The chief executives of the nations two largest Bell companies have come to Capitol Hill twice in two weeks with the self-assurance of individuals confident of sealing their deals.
But their plans to absorb the long-distance industry through the acquisitions of AT&T Corp. and MCI Inc. have begun to attract rumblings of doubt, even among policy-makers.
Ivan Seidenberg, CEO of Verizon Communications Inc., and Ed Whitacre, CEO of SBC Communications Inc., told panels in both the Senate and the House of Representatives that their anticipated consolidation of the telecom industry will not adversely affect competition, maintaining that the Bells do not compete head-to-head very often with AT&T and MCI.

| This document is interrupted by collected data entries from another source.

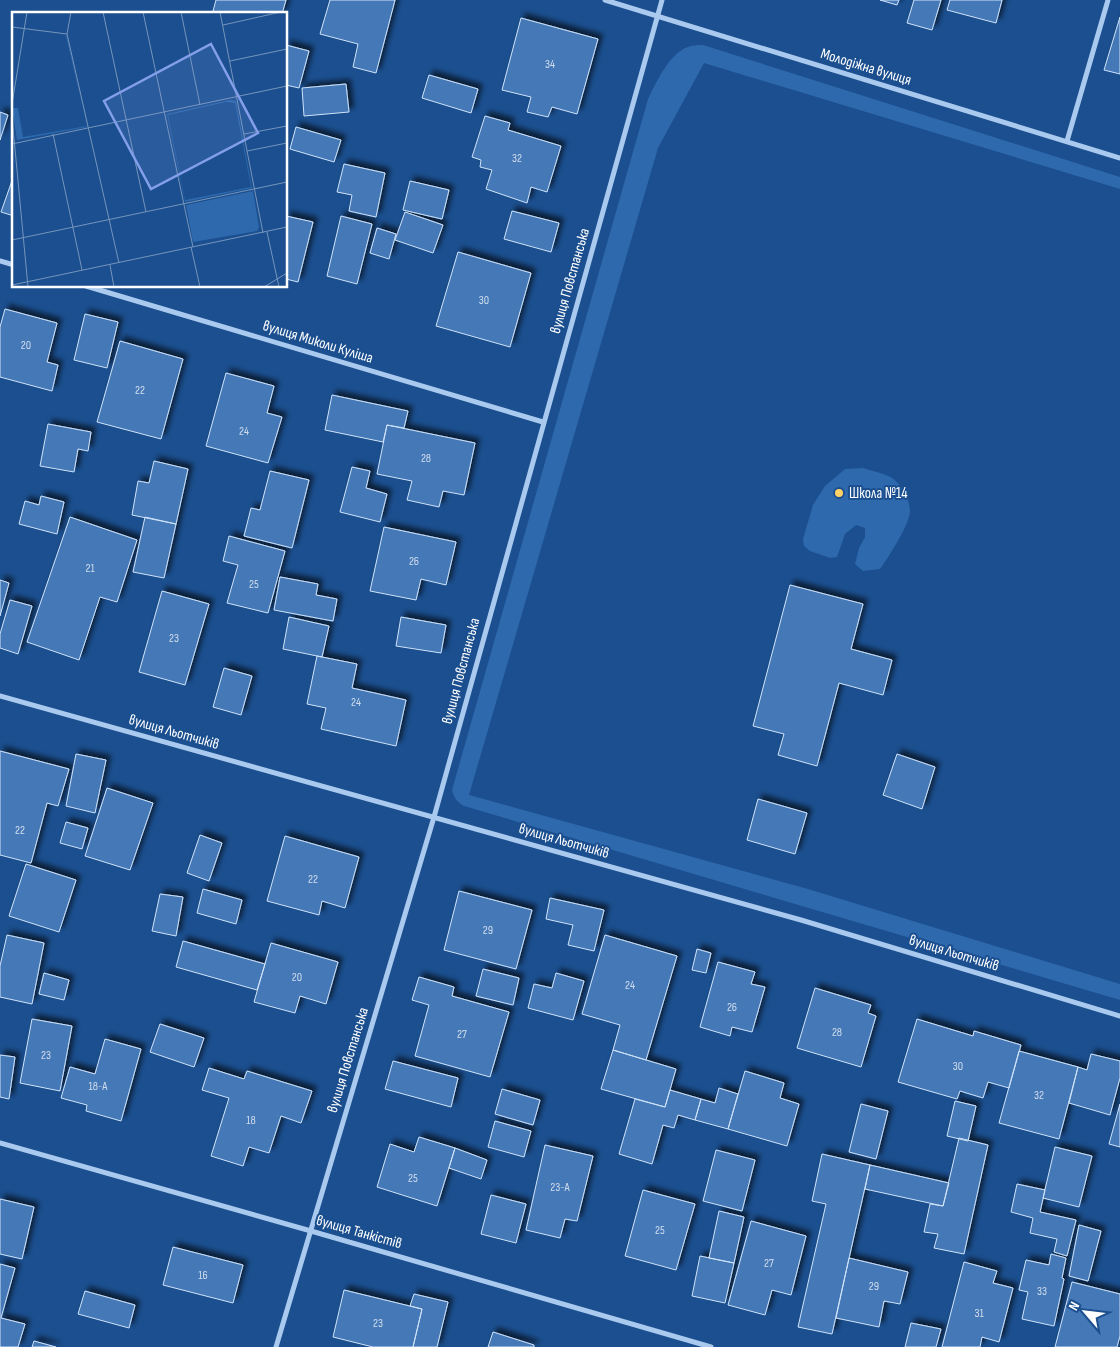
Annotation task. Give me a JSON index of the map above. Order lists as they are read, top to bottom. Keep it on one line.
{"streets":{"street":["Молодіжна вулиця","вулиця Повстанська","вулиця Миколи Куліша","вулиця Льотчиків","вулиця Танкістів"]},"crossings":[["Молодіжна вулиця","вулиця Повстанська"],["вулиця Повстанська","вулиця Миколи Куліша"],["вулиця Повстанська","вулиця Льотчиків"],["вулиця Повстанська","вулиця Танкістів"]],"places":["Школа №14"],"house_numbers":["34","32","30","20","22","24","28","26","21","25","23","24","22","22","29","20","24","26","28","27","23","30","18-А","32","18","25","23-А","25","27","16","29","33","31","23"],"north":"top left"}
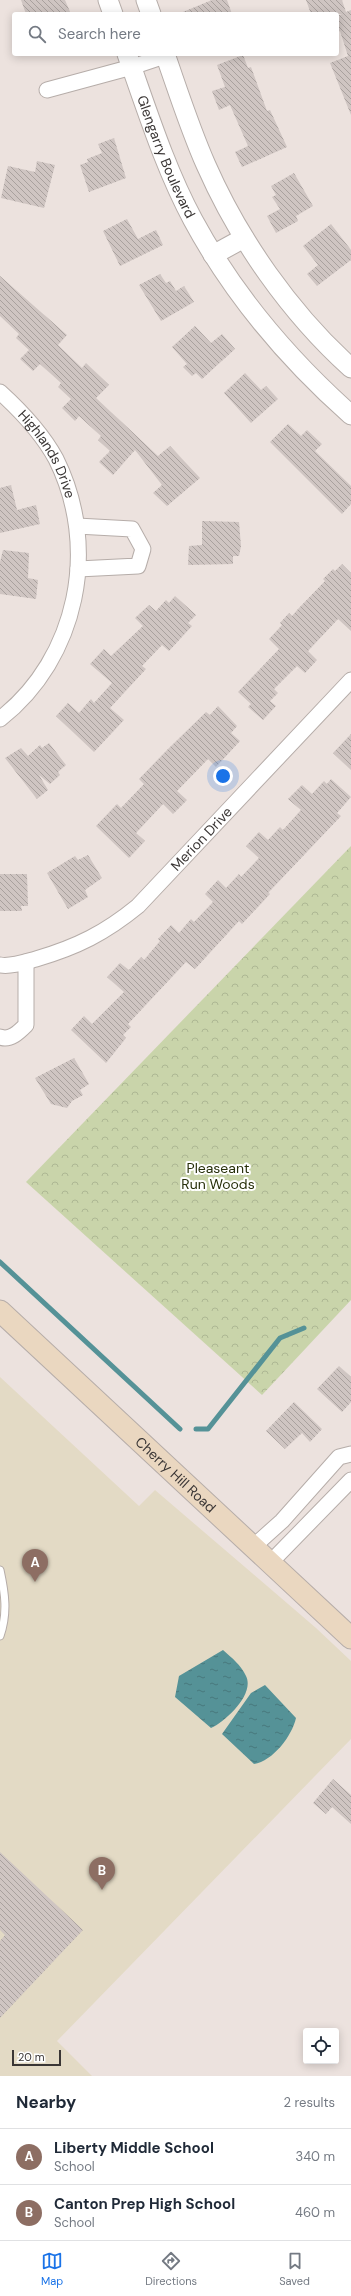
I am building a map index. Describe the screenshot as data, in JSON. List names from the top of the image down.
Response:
{
  "streets": {
    "main road": ["Cherry Hill Road"],
    "street": ["Glengarry Boulevard", "Highlands Drive", "Merion Drive"]
  },
  "parks": ["Pleaseant Run Woods"],
  "scale_bar": "20 m",
  "page": {
    "search": "Search here",
    "pins": ["A", "B"],
    "scale": "20 m",
    "heading": ["Nearby", "2 results"],
    "list": [
      {
        "mark": "A",
        "name": "Liberty Middle School",
        "note": "School",
        "value": "340 m"
      },
      {
        "mark": "B",
        "name": "Canton Prep High School",
        "note": "School",
        "value": "460 m"
      }
    ],
    "nav": ["Map", "Directions", "Saved"]
  }
}
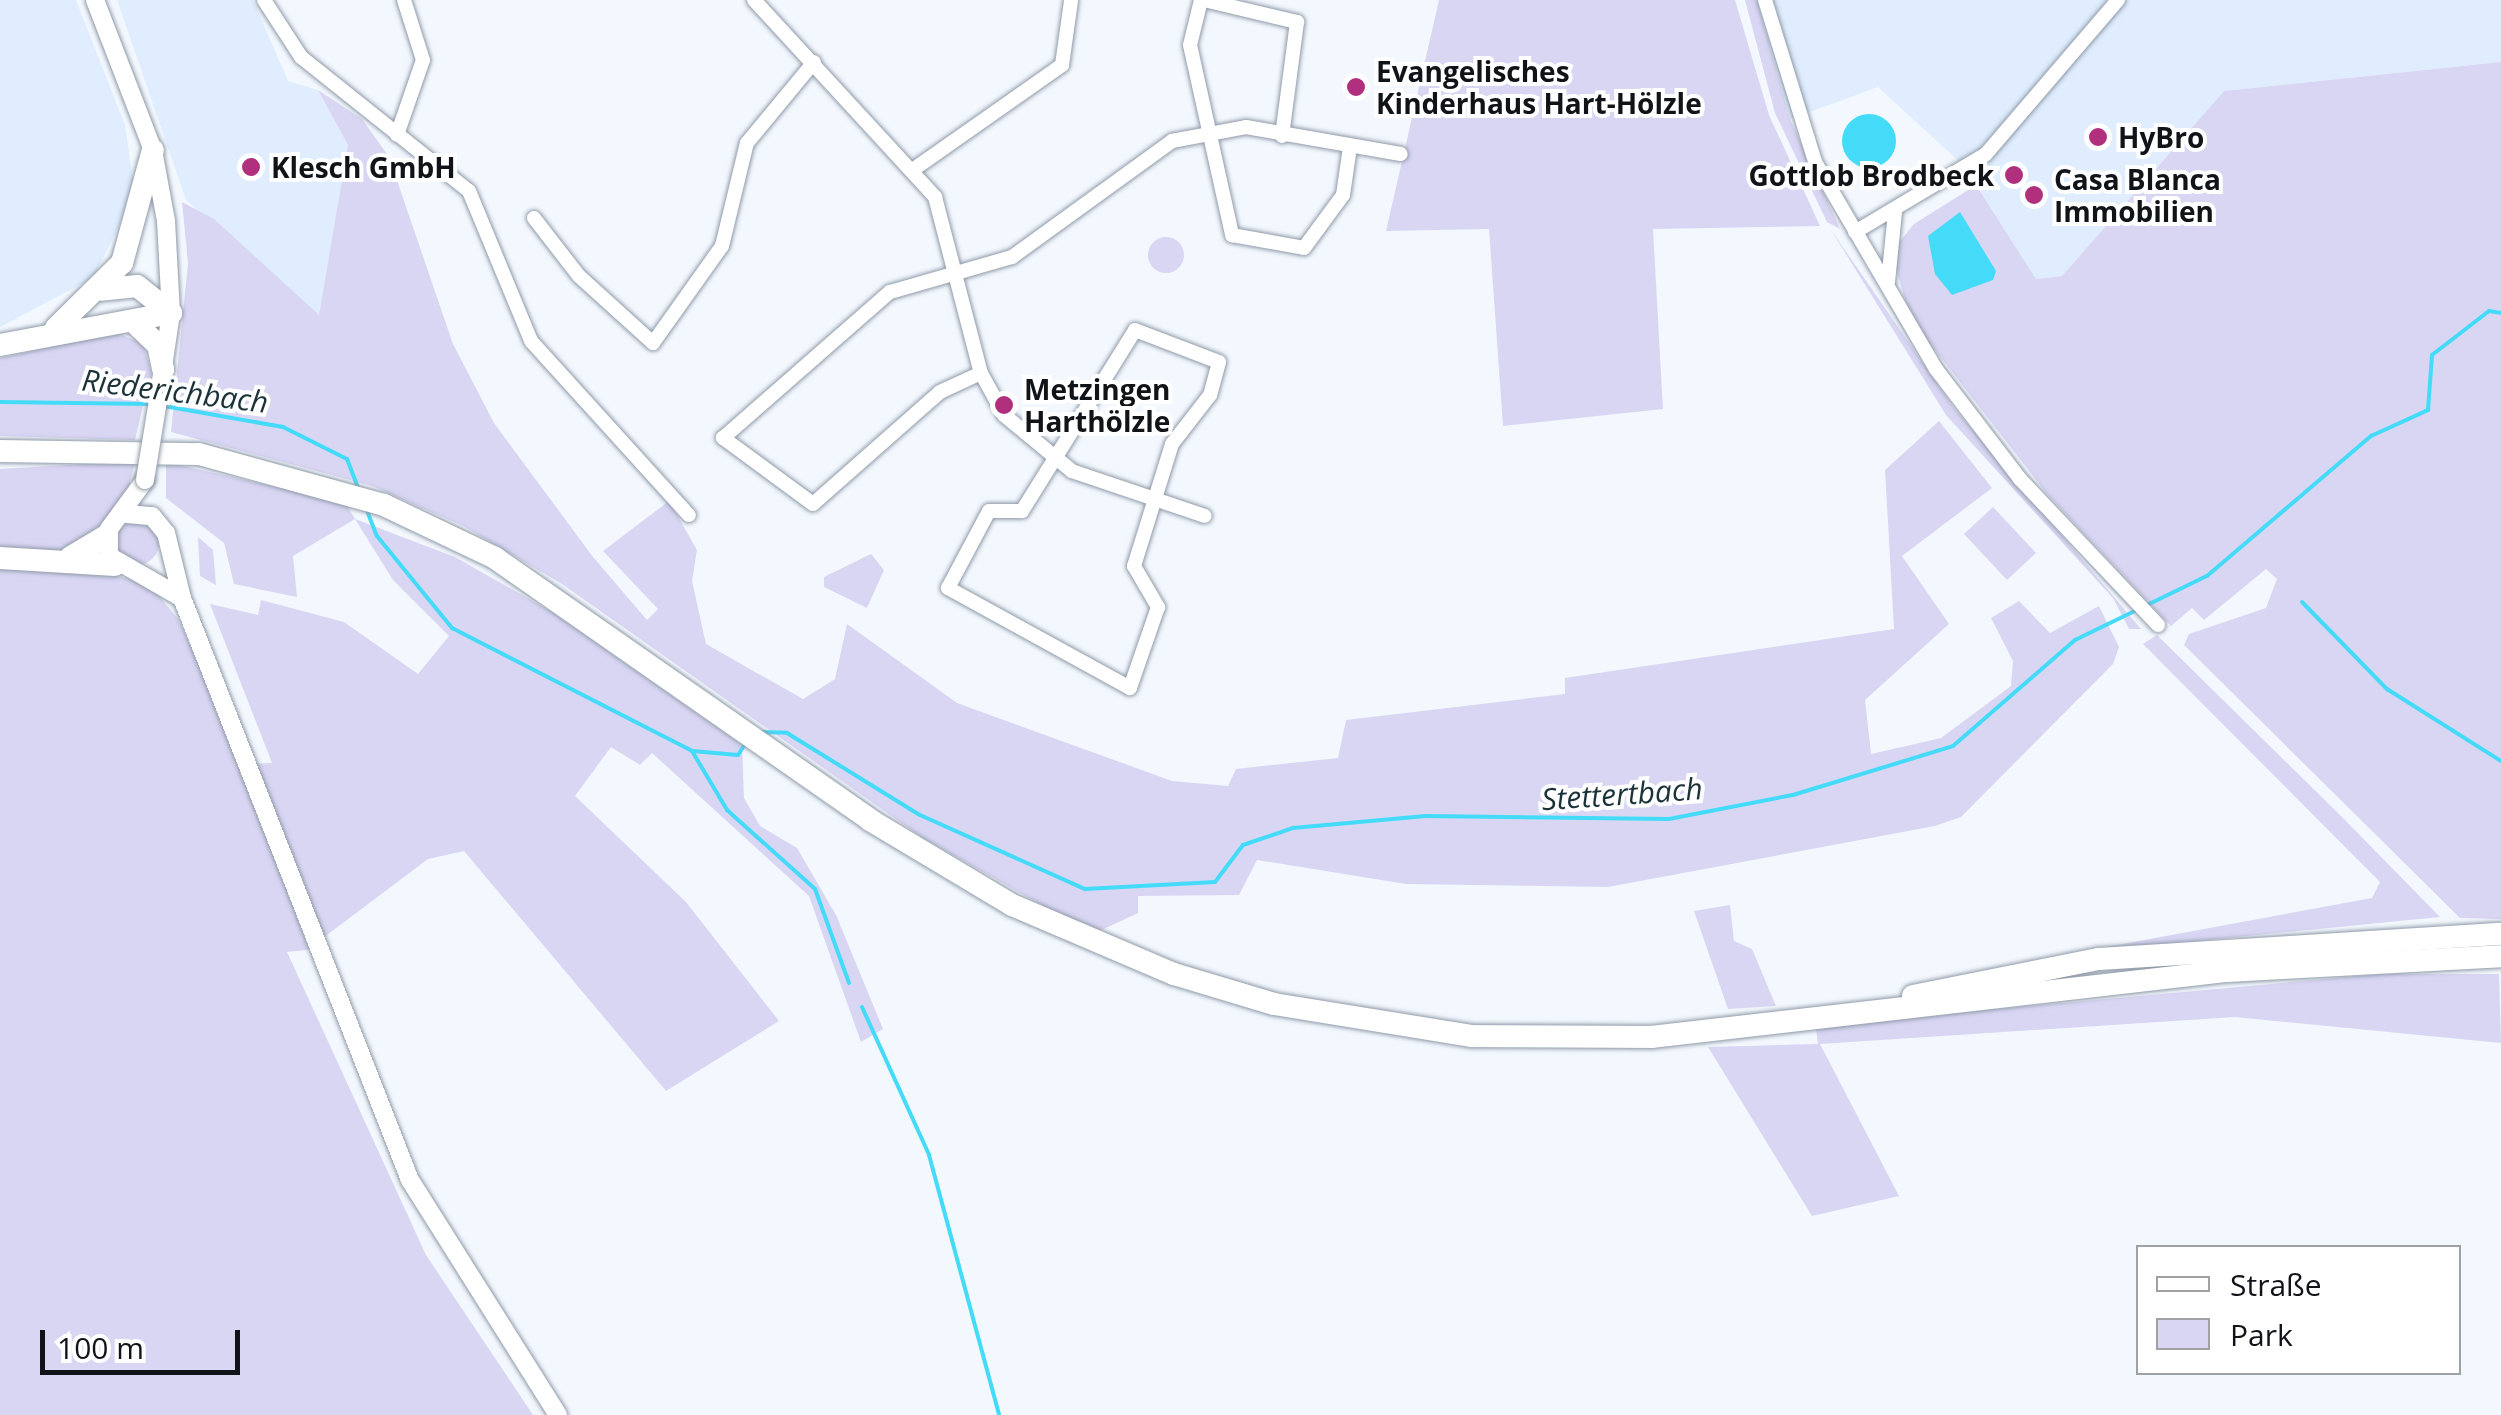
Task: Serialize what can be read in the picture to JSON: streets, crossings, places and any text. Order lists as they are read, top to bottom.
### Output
{
  "water": ["Riederichbach", "Stettertbach"],
  "places": [
    "Evangelisches Kinderhaus Hart-Hölzle",
    "HyBro",
    "Klesch GmbH",
    "Gottlob Brodbeck",
    "Casa Blanca Immobilien",
    "Metzingen Harthölzle"
  ],
  "legend": ["Straße", "Park"],
  "scale_bar": "100 m"
}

Members of the House bought the argument, with most members on the Committee on Energy and Commerce greeting it last week with hearty praise. (The most notable exception was Rep. Ed Markey, D-Mass.) Senators, on the other hand, appear to want to take a closer look.
“These deals have received … an unusually friendly reception and one that Im not sure is wholly deserved,” Sen. Mike DeWine, R-Ohio, said Tuesday.
“In fact, one might normally expect that mergers worth $23 billion, combining four of the countrys leading phone companies, would raise great concern among those who follow the industry.”
While it may be the case that local and long-distance carriers do not often fight for the same customer in the high-end enterprise market and in the low-end residential market, it is not necessarily so in the vast SMB (small and midsized business) market in between.
Companies with only a local or regional presence often have their choice of at least three major providers—the long-distance carriers and the regional Bell in that territory.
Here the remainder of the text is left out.